Gail Boyle is a British curator.

==Career ==
Boyle is the former Senior Curator of Archaeology and World Cultures at Bristol Museums, Galleries & Archives, former Chair of the Society for Museum Archaeology, and a former Honorary Research Fellow at the University of Bristol. She was elected as a fellow of the Society of Antiquaries of London on 2 February 2015. She is also a fellow of the Museums Association.

Gail Boyle co-authored and published three national surveys of ‘Museums Collecting Archaeology’ (2016-2018) and national ‘Guidance on the Rationalisation of Archaeological Collections’ (2018). Gail designed and delivered the Society for Museum Archaeology Resources and Training Programme and was both a contributor to, and editor of, new ‘Standards and Guidance in the Care of Archaeological Collections’ (2020) and ‘Communicating Archaeology: Case studies in the use of, and engagement with, archaeological collections.’ (2021).

Boyle was first appointed to the Treasure Valuation Committee in 2018 and then re-appointed in 2023.

Gail Boyle is also Chair of the Board of Trustees for the Bristol & Gloucestershire Archaeological Society and sits on a wide variety of archaeological and heritage-related advisory groups including the Portable Antiquities Scheme Advisory Group and Historic England's Future of Archaeological Archives Programme.

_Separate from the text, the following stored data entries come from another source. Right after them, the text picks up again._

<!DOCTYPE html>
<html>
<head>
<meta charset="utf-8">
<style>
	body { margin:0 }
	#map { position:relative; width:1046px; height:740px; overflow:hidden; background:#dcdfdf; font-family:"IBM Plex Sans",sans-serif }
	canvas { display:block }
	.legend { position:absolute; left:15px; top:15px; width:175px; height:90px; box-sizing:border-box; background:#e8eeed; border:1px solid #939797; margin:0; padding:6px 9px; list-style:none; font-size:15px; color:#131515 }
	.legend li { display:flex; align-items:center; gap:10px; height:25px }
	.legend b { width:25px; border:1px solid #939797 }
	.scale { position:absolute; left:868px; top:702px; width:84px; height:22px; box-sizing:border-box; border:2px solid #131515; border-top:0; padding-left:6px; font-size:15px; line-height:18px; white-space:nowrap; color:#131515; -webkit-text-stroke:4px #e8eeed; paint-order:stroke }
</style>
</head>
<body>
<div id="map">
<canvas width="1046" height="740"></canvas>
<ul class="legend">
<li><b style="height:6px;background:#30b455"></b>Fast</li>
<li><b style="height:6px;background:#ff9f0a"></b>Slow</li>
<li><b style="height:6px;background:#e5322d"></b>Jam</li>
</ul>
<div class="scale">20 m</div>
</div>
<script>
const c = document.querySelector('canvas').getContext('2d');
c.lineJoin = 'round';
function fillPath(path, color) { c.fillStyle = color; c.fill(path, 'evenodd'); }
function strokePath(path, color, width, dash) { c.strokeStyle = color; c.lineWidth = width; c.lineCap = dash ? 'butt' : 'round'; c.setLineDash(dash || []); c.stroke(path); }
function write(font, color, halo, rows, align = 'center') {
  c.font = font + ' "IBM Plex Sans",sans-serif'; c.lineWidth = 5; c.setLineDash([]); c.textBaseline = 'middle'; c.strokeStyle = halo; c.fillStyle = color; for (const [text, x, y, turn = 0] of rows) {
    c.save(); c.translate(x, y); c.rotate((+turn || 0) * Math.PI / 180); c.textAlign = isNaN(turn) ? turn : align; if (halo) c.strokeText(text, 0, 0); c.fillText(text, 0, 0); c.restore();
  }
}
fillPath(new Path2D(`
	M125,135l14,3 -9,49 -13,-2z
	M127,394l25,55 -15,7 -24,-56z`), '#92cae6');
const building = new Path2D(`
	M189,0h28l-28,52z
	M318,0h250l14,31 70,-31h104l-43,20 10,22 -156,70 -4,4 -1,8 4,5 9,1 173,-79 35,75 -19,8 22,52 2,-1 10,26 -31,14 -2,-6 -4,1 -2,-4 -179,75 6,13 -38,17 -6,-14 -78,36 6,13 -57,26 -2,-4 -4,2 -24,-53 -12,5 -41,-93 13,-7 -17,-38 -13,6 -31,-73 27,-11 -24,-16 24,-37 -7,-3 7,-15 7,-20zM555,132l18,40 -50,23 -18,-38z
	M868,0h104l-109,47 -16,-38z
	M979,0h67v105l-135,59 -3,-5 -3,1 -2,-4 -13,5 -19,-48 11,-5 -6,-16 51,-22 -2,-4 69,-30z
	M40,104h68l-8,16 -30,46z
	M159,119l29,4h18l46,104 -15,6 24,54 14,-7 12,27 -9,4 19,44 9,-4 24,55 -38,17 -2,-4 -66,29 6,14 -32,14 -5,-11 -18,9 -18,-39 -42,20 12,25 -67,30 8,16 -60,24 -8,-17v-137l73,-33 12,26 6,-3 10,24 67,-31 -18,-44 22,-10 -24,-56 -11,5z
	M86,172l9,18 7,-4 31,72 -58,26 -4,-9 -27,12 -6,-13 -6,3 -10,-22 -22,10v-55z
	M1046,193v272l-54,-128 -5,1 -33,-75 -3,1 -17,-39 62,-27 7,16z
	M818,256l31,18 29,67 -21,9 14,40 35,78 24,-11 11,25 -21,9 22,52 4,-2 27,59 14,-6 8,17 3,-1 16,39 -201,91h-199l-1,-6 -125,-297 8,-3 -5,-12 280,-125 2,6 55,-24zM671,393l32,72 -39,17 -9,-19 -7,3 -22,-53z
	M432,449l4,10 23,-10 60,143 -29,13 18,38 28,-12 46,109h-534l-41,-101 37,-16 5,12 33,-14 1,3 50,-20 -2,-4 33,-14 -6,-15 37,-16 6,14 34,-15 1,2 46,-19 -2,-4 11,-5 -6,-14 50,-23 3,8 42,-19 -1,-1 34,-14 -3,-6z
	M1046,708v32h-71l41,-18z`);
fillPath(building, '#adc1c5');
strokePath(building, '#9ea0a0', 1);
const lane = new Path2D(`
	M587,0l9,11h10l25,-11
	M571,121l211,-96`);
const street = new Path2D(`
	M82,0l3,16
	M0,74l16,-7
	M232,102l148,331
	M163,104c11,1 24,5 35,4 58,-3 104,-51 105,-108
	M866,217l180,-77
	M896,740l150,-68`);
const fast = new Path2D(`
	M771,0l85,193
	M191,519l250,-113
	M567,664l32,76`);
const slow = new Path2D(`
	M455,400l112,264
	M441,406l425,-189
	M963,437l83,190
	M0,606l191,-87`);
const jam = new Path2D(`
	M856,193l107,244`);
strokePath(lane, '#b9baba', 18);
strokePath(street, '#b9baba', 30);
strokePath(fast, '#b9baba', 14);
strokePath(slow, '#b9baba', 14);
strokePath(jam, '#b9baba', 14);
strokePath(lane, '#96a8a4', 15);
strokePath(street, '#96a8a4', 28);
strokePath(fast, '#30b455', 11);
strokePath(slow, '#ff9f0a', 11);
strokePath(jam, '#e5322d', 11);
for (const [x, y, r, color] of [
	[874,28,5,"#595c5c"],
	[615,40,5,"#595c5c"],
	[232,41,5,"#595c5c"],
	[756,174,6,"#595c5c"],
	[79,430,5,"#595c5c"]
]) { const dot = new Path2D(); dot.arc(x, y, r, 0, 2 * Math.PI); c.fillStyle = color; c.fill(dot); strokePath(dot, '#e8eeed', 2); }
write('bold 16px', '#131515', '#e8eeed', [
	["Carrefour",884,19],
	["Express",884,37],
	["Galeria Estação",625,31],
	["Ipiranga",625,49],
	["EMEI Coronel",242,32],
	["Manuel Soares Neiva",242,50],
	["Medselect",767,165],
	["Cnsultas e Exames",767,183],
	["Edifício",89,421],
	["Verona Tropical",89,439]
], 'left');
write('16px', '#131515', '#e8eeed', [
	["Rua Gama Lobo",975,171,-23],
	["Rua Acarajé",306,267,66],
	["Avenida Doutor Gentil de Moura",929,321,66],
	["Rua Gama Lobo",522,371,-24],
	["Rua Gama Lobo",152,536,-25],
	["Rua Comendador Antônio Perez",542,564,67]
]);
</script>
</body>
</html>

Boyle became Chair of the Board of Trustees for the Council for British Archaeology in February 2024.

==Publications==
- Boyle, G. 2007. "One object, several thousand pieces . . . and no budget: the Newton St Loe Mosaic Project", The Museums Archaeologist 30, 49-53.
- Roberts, D. Dr, Boyle G, et al, 2015. Bristol Museums: iBeacons and Visitor Engagement Research & Development Report (The Hidden Museum Project). NESTA
- Booth, N., Boyle G., Rawden A., Museums Collecting Archaeology Research Reports 2016-18. Historic England
- Boyle G., Hutchinson, D. Mullan, G.J., Rossington, R.J., 2017. Bone Hole, Cheddar Gorge, Somerset: archaeological and palaeontological collections. UBSS Proceedings, 27(2), pp 161-183.
- Baxter K., Boyle G., Creighton L., 2018. The Rationalisation of Archaeological Archives in Museums. Historic England
- Boyle, G., 2019. ‘Always on the Receiving End? Reflections on Archaeology, Museums and Policy’, The Historic Environment: Policy & Practice. 10:3-4, pp.380-394.
- Boyle, G. and Rawden A. eds, 2020. Standards in the Care of Archaeological Collections. SMA
- Boyle, G. and Butterworth J, eds. 2021. Communicating Archaeology: Case studies in the use of, and engagement with, archaeological collections. SMA
- Boyle, G., 2022. ‘Unlocking the potential of archaeological archives’, The Oxford Handbook of Museum Archaeology, pp 271-288. Oxford University Press.
- Williams. H, et al, eds, 2022 ‘A National Strategy for Treasure? – an interview with Gail Boyle’, The Public Archaeology of Treasure pp 78-95. Archaeopress.